One can think of this principle of democracy as pretty universal, i.e., the source of governance comes from the governed. The form that this principle takes can be varied. The US form is just one of many. Western European countries have different forms. India has another form, etc.

There is sometimes a claim about imperialist meddling when peddling democracy. What is being pushed is not democracy. The structures within a democracy, as mentioned above, are not democratic. They want to increase their influence, capital, control, ... They use the propaganda of democracy to exert control and influence.


There is a deeper structure to democracy. One can interpret a democracy as:

  • a noun - it is static, fixed in time. Some people define it as what the Greeks had, what the constitution says, or what the magna carta started.
  • a verb - one can look at democracy as a process. And this gets at the dynamic nature of the activity. It is a form of governance. A control system for a society, a nation.
  • a ? - we don't have a word for the next layer of dynamism. It is when a verb changes as it moves through time. One can think of an evolutionary process as an example. There are emergent phenomena from the changes. These were never intended / included in the original word / definition.
However, the way we think is often static. It is hard to deal with this level of dynamism cognitively. So, we can assign characteristics / attributes to what we think a democracy is. However, what that means is changing. Greeks thought they were quite democratic with a rather large slave population and powerless members of their society. The framers of the constitution thought they were democratic with slavery, no votes for women, and other segments of the population.
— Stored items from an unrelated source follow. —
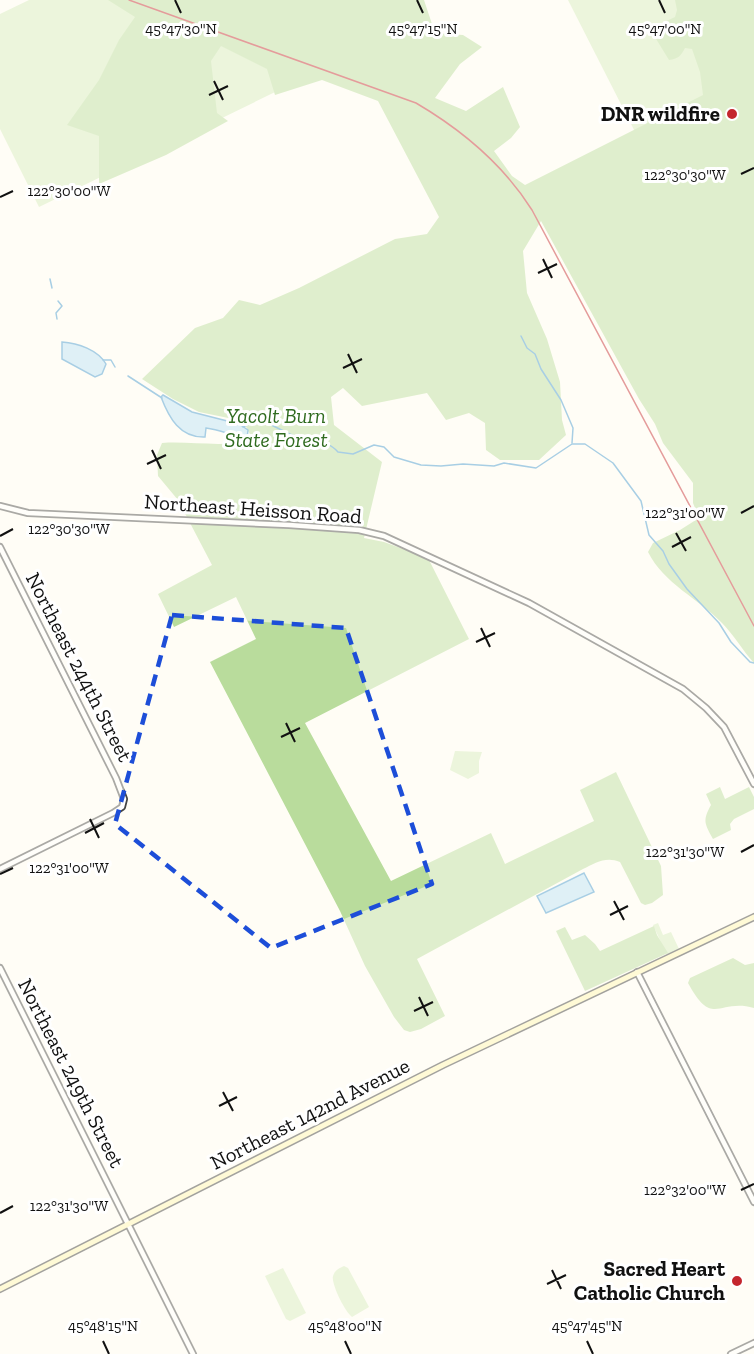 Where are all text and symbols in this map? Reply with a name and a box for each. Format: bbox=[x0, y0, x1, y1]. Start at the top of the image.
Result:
text: 45°47'30"N bbox=[145, 20, 217, 38]
text: 45°47'15"N bbox=[389, 20, 457, 38]
text: 45°47'00"N bbox=[629, 20, 701, 38]
place label: DNR wildfire bbox=[601, 101, 720, 126]
marker: DNR wildfire bbox=[725, 107, 739, 121]
text: 122°30'30"W bbox=[644, 166, 726, 184]
text: 122°30'00"W bbox=[28, 182, 110, 200]
park label: Yacolt Burn State Forest bbox=[224, 403, 328, 452]
street label: Northeast Heisson Road bbox=[143, 488, 363, 529]
text: 122°31'00"W bbox=[645, 504, 725, 522]
text: 122°30'30"W bbox=[28, 520, 110, 538]
street label: Northeast 244th Street bbox=[21, 568, 138, 766]
text: 122°31'30"W bbox=[646, 843, 724, 861]
text: 122°31'00"W bbox=[29, 859, 109, 877]
street label: Northeast 249th Street bbox=[13, 974, 130, 1172]
street label: Northeast 142nd Avenue bbox=[206, 1052, 414, 1175]
text: 122°32'00"W bbox=[644, 1181, 726, 1199]
text: 122°31'30"W bbox=[30, 1197, 108, 1215]
place label: Sacred Heart Catholic Church bbox=[574, 1256, 726, 1305]
marker: Sacred Heart Catholic Church bbox=[730, 1274, 744, 1288]
text: 45°48'15"N bbox=[68, 1317, 138, 1335]
text: 45°48'00"N bbox=[308, 1317, 382, 1335]
text: 45°47'45"N bbox=[552, 1317, 622, 1335] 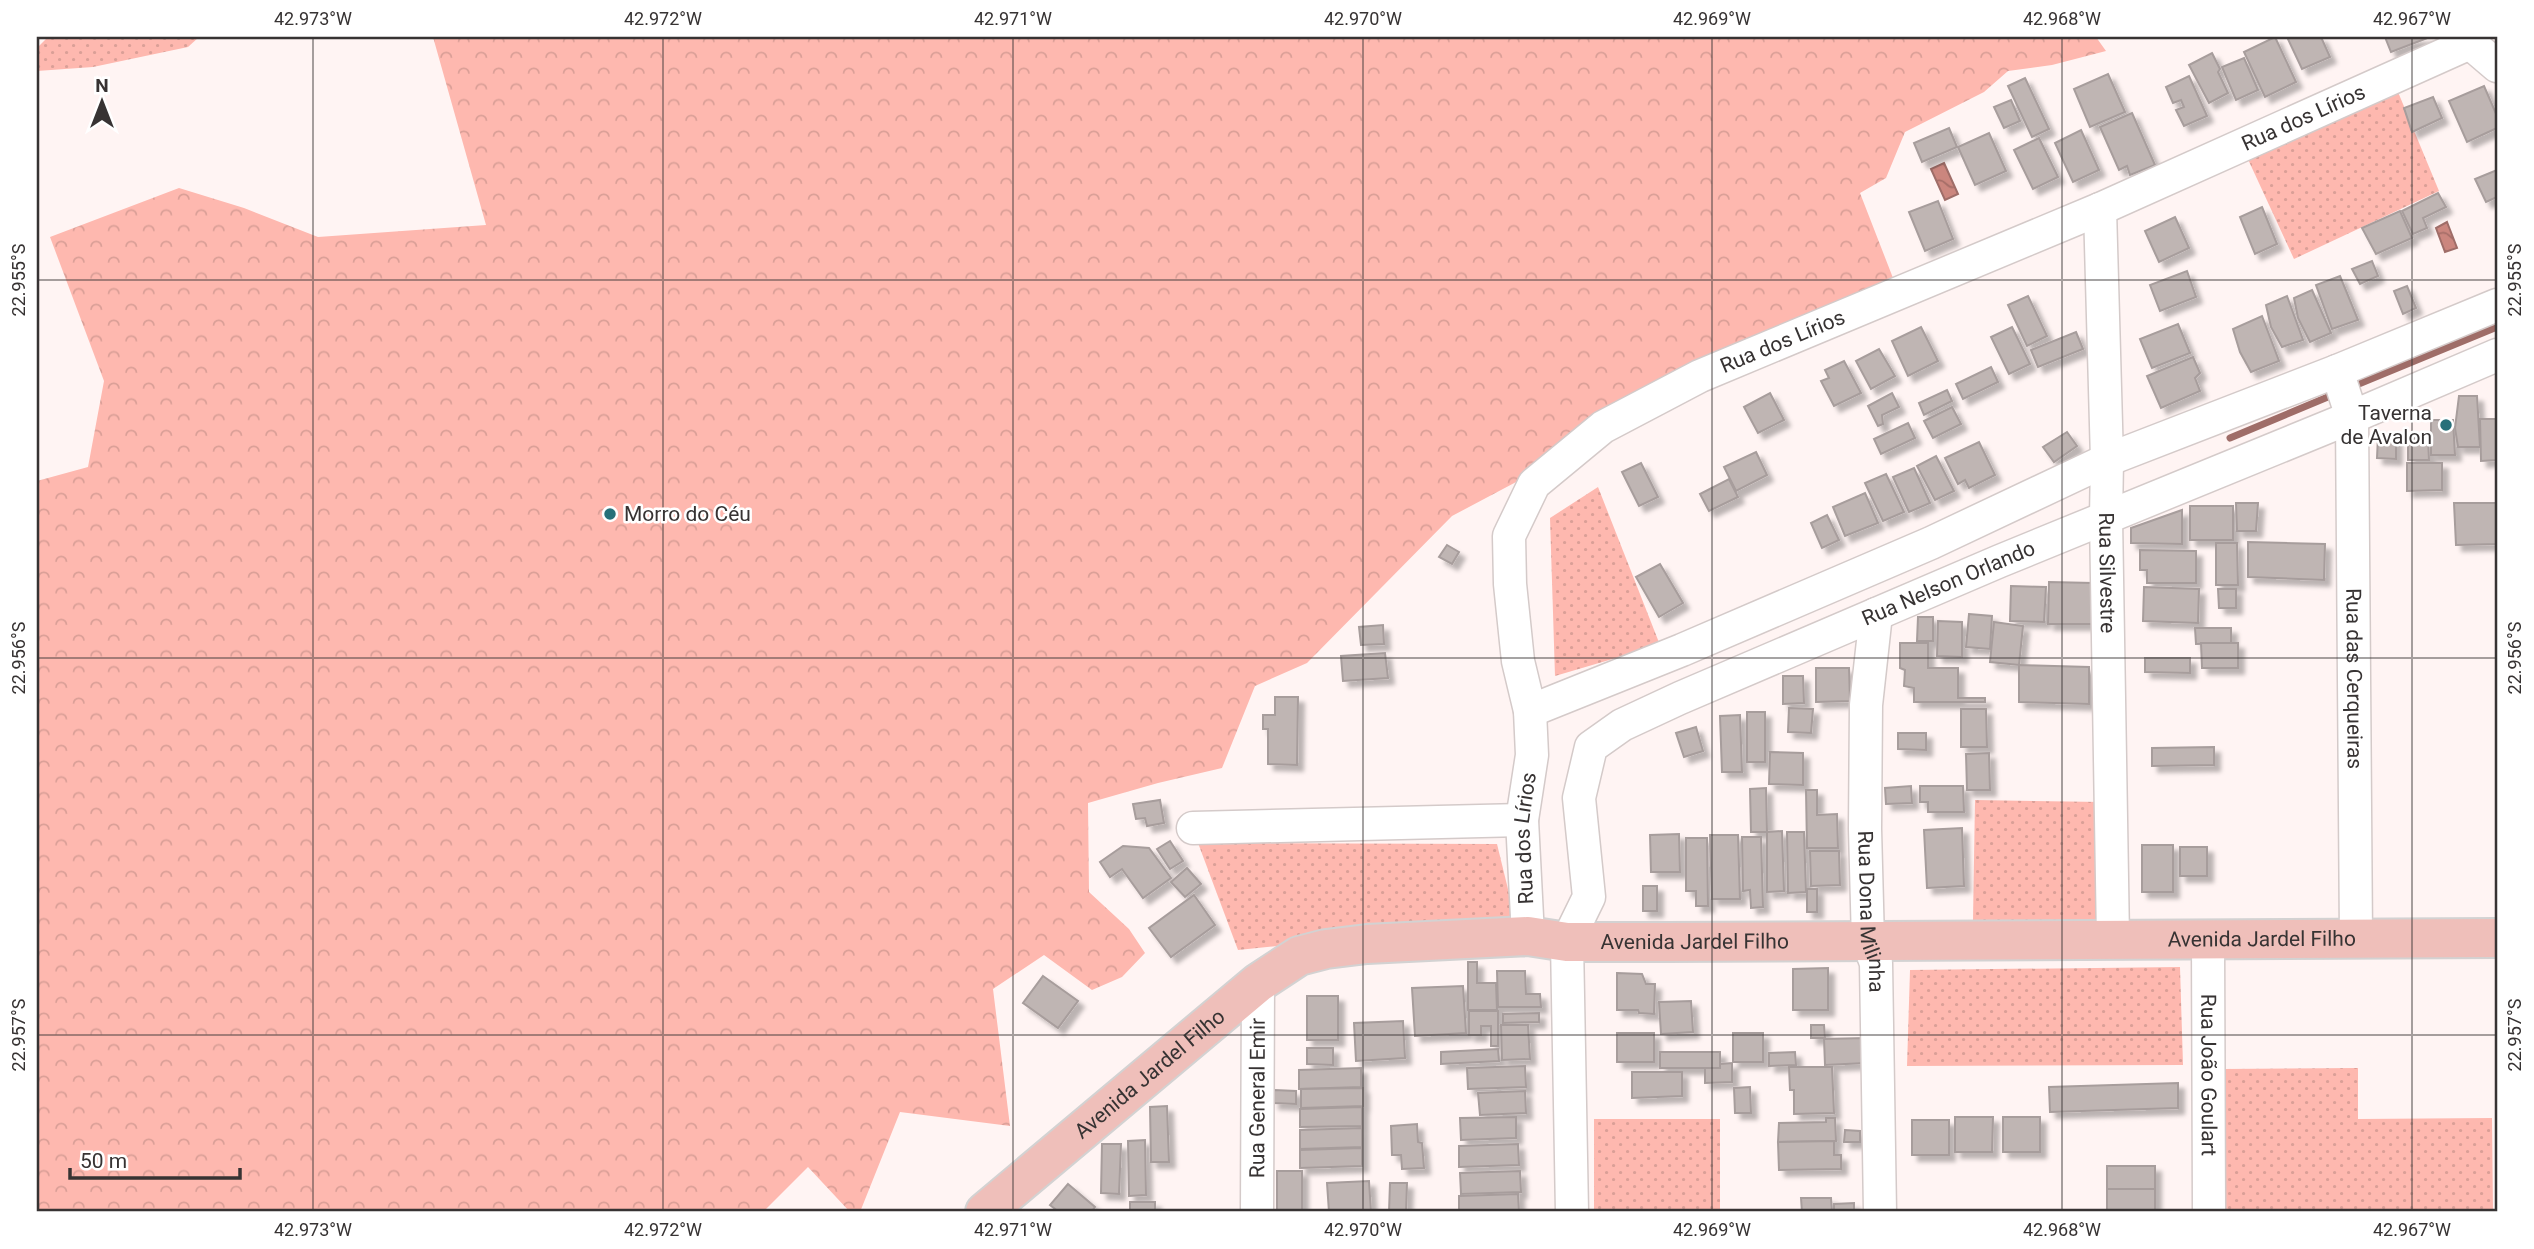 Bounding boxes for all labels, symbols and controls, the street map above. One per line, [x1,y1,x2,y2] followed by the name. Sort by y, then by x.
[274,8,352,29] text: 42.973°W
[624,8,702,29] text: 42.972°W
[974,8,1052,29] text: 42.971°W
[1324,8,1402,29] text: 42.970°W
[1673,8,1751,29] text: 42.969°W
[2023,8,2101,29] text: 42.968°W
[2373,8,2451,29] text: 42.967°W
[66,66,136,136] north arrow
[95,74,109,97] text: N
[2238,80,2369,156] street label: Rua dos Lírios
[8,243,29,316] text: 22.955°S
[2504,243,2525,316] text: 22.955°S
[1717,305,1848,378] street label: Rua dos Lírios
[2341,401,2432,449] place label: Taverna de Avalon
[2438,417,2454,433] marker: Taverna de Avalon
[624,502,751,526] place label: Morro do Céu
[602,506,618,522] marker: Morro do Céu
[2094,512,2120,633] street label: Rua Silvestre
[1858,536,2039,631] street label: Rua Nelson Orlando
[2341,588,2367,769] street label: Rua das Cerqueiras
[8,621,29,694] text: 22.956°S
[2504,621,2525,694] text: 22.956°S
[1510,771,1541,905] street label: Rua dos Lírios
[1853,830,1888,993] street label: Rua Dona Milinha
[2168,927,2356,952] street label: Avenida Jardel Filho
[1601,929,1789,954] street label: Avenida Jardel Filho
[2196,994,2221,1156] street label: Rua João Goulart
[8,998,29,1071] text: 22.957°S
[2504,998,2525,1071] text: 22.957°S
[1070,1004,1230,1144] street label: Avenida Jardel Filho
[1245,1018,1270,1178] street label: Rua General Emir
[70,1137,240,1181] scale bar
[80,1149,127,1173] text: 50 m
[274,1219,352,1240] text: 42.973°W
[624,1219,702,1240] text: 42.972°W
[974,1219,1052,1240] text: 42.971°W
[1324,1219,1402,1240] text: 42.970°W
[1673,1219,1751,1240] text: 42.969°W
[2023,1219,2101,1240] text: 42.968°W
[2373,1219,2451,1240] text: 42.967°W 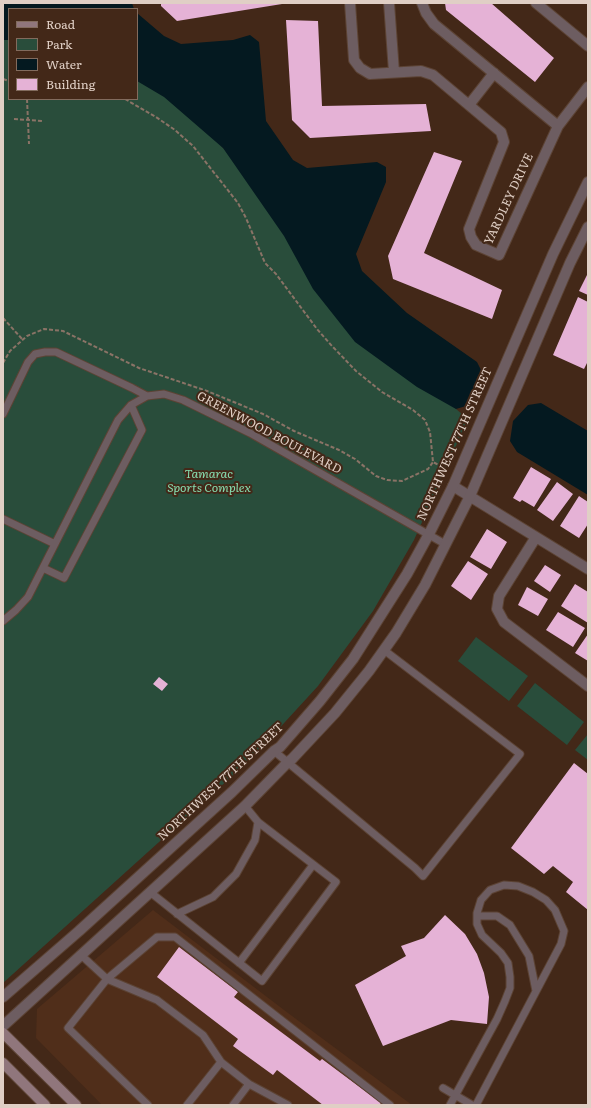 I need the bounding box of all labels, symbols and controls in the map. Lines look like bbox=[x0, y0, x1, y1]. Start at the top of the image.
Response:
legend bbox=[8, 8, 138, 100]
text: Road bbox=[46, 15, 75, 33]
text: Park bbox=[46, 35, 72, 53]
text: Water bbox=[46, 55, 82, 73]
text: Building bbox=[46, 75, 95, 93]
street label: YARDLEY DRIVE bbox=[481, 151, 537, 247]
street label: NORTHWEST 77TH STREET bbox=[415, 365, 495, 523]
street label: GREENWOOD BOULEVARD bbox=[194, 389, 344, 477]
park label: Tamarac Sports Complex bbox=[167, 467, 251, 495]
street label: NORTHWEST 77TH STREET bbox=[155, 720, 287, 844] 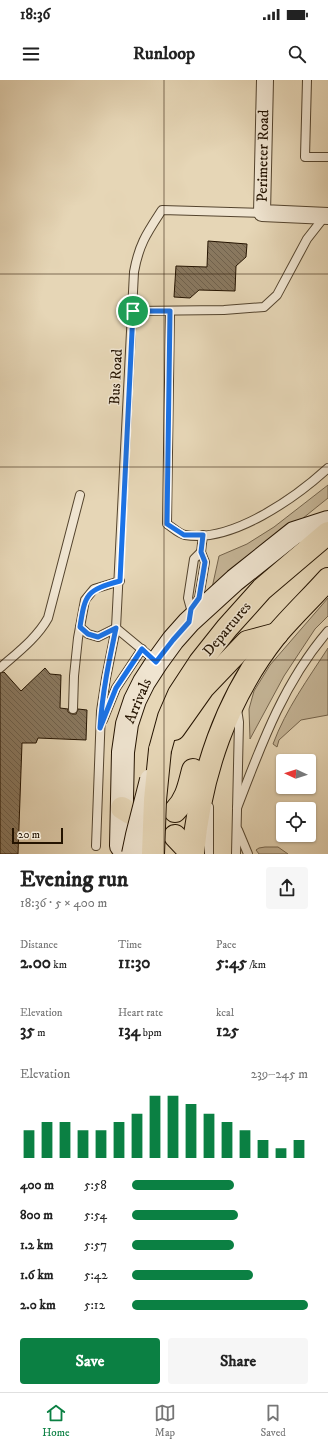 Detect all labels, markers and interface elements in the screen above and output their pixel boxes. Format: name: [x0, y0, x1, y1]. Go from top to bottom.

We currently think of democracy differently.

This is the first layer of the deep structure. The next layer has to do with how we as a species operate. We are a territorial, hierarchy oriented species at this point. Those who get up in the hierarchy want to maintain the hierarchy. They use whatever words, propaganda, etc., they can to maintain that hierarchy. For example, the soviets claimed they were for the people, by the people, and of the people. However, the reality was quite different. Similarly, we are under the illusion that our government is for the people, by the people, and of the people. However, that is quite clearly not the case. There is the occasional statistical aberration where one individual gets some redress against the hierarchy. However, the hierarchy is very effective at maintaining itself. Bureaucracies tend to grow indefinitely. Max Weber's great fear was that bureaucracies will eventually run the entire system. In that context, using the right marketing words such as democracy, liberty, freedom, due process, law, constitution, keeps most of the society satisfied with the governance.

The story that is told is not the story, as the Tao Te Ching points out, much to the dismay of our cognitive illusions. We perceive vague forms and in our imaginations give them substance, allegiance, and value. What fascinating minds we have.